### To do
Work out how many lines in the following entries contain the string "markers", and write only that number.

### Exercise data
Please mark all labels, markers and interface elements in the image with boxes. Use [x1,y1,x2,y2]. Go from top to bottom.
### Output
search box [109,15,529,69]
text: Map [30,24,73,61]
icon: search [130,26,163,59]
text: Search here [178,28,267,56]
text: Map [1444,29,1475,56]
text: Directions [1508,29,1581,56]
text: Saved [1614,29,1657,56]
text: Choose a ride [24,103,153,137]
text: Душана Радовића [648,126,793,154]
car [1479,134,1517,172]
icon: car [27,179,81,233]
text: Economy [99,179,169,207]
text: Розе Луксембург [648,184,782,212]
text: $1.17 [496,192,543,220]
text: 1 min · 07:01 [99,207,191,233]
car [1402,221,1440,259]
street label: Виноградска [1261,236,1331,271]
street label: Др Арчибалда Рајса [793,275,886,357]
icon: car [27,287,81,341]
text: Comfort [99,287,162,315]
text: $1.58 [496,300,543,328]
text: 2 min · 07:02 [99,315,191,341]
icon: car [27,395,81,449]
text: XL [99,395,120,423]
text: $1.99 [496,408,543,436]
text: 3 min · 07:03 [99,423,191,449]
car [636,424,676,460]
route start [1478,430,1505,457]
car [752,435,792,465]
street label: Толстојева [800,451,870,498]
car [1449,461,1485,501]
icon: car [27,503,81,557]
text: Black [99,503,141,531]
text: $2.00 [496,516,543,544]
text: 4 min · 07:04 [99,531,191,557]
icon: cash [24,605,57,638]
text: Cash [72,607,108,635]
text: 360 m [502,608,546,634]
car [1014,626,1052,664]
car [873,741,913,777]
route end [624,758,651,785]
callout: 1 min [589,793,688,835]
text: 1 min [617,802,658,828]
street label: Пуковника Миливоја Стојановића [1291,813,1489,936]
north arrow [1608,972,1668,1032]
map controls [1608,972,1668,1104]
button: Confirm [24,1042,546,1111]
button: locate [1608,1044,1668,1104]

...

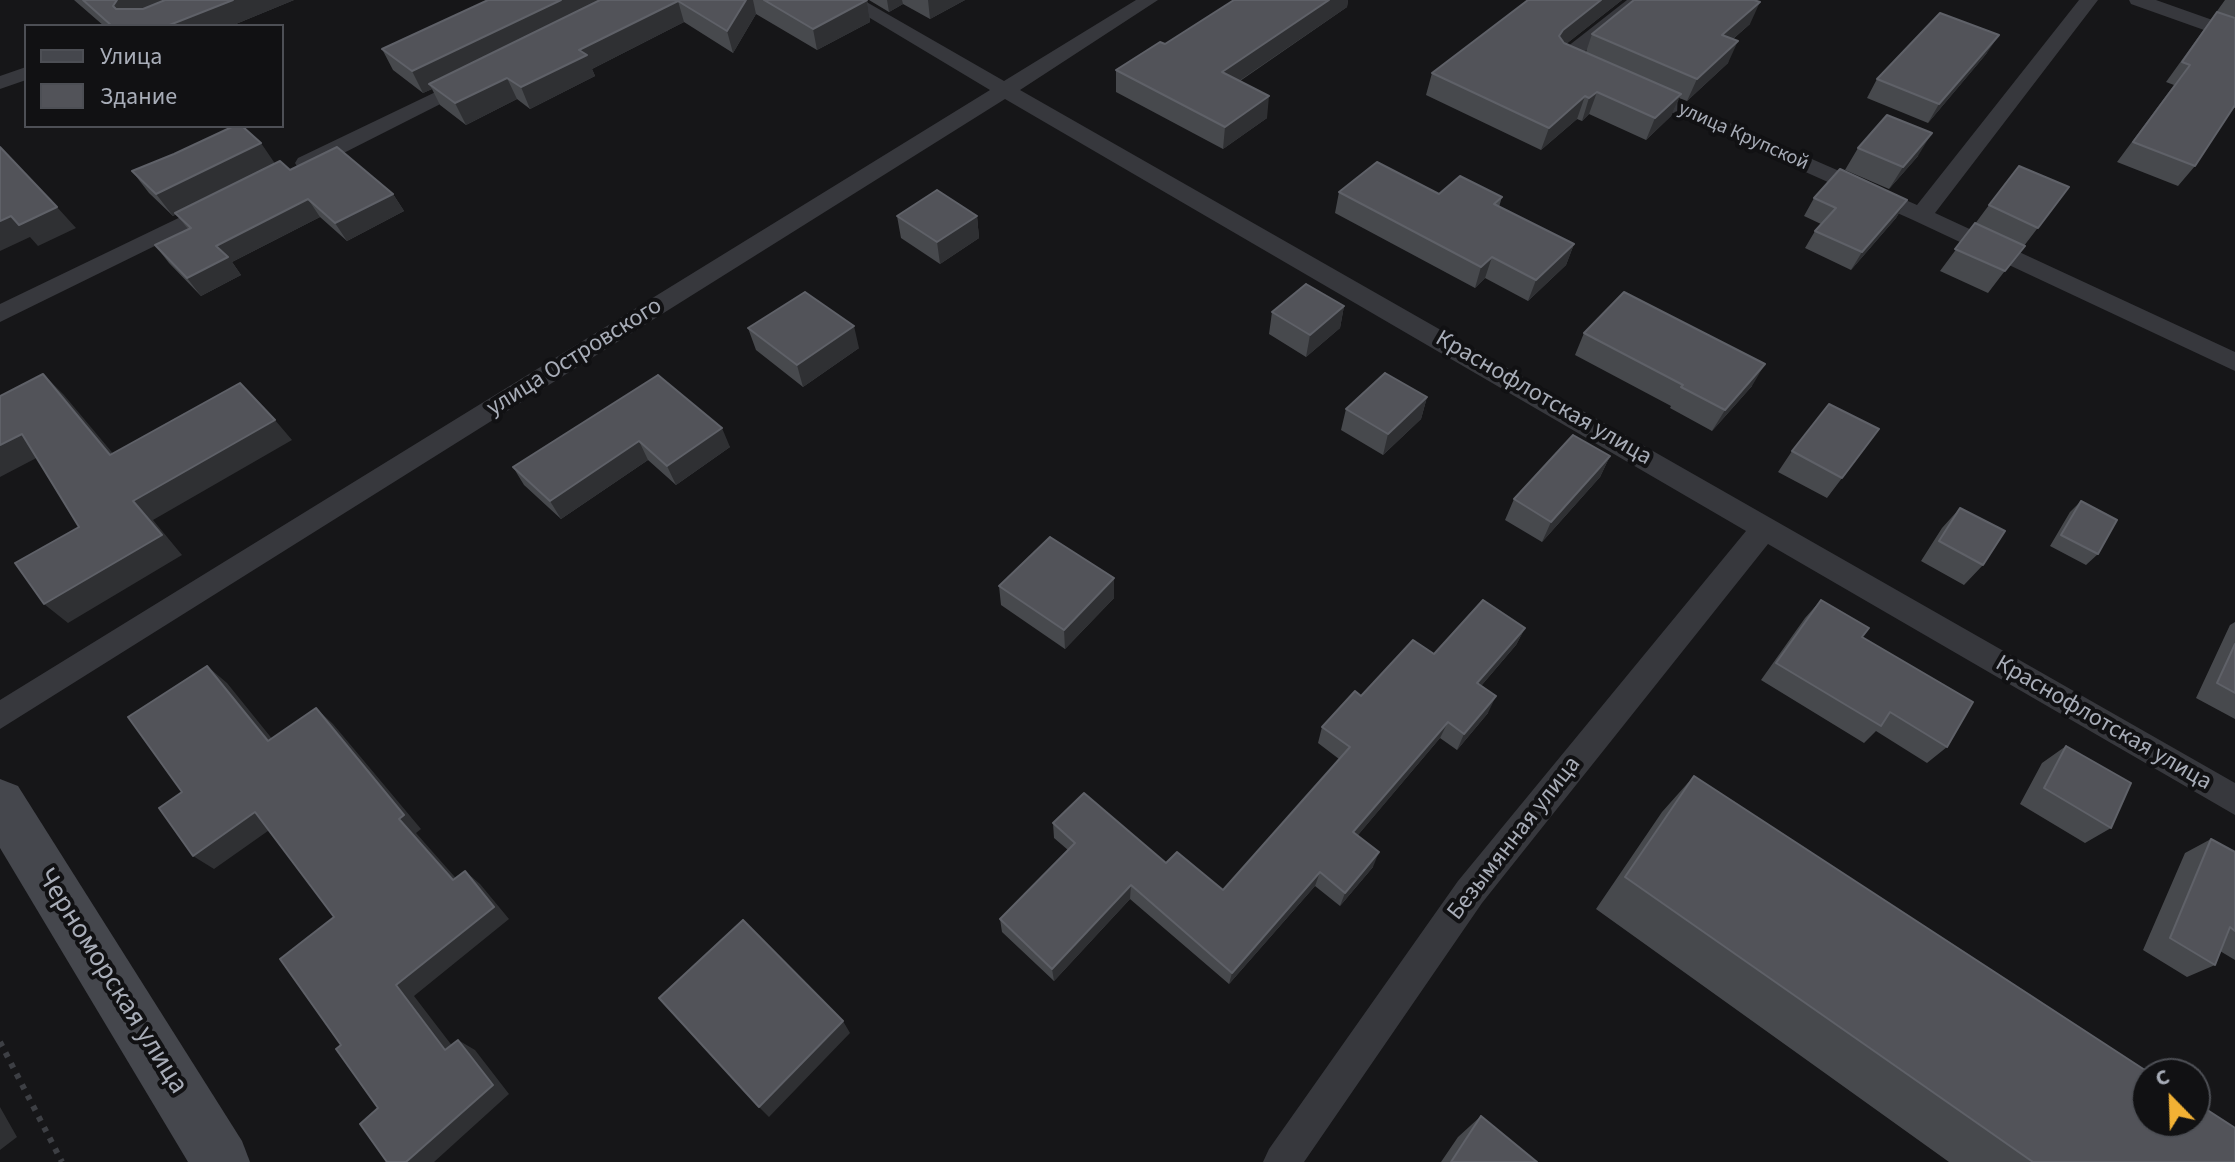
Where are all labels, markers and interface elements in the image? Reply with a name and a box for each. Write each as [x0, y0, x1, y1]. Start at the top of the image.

### Response to the exercise
2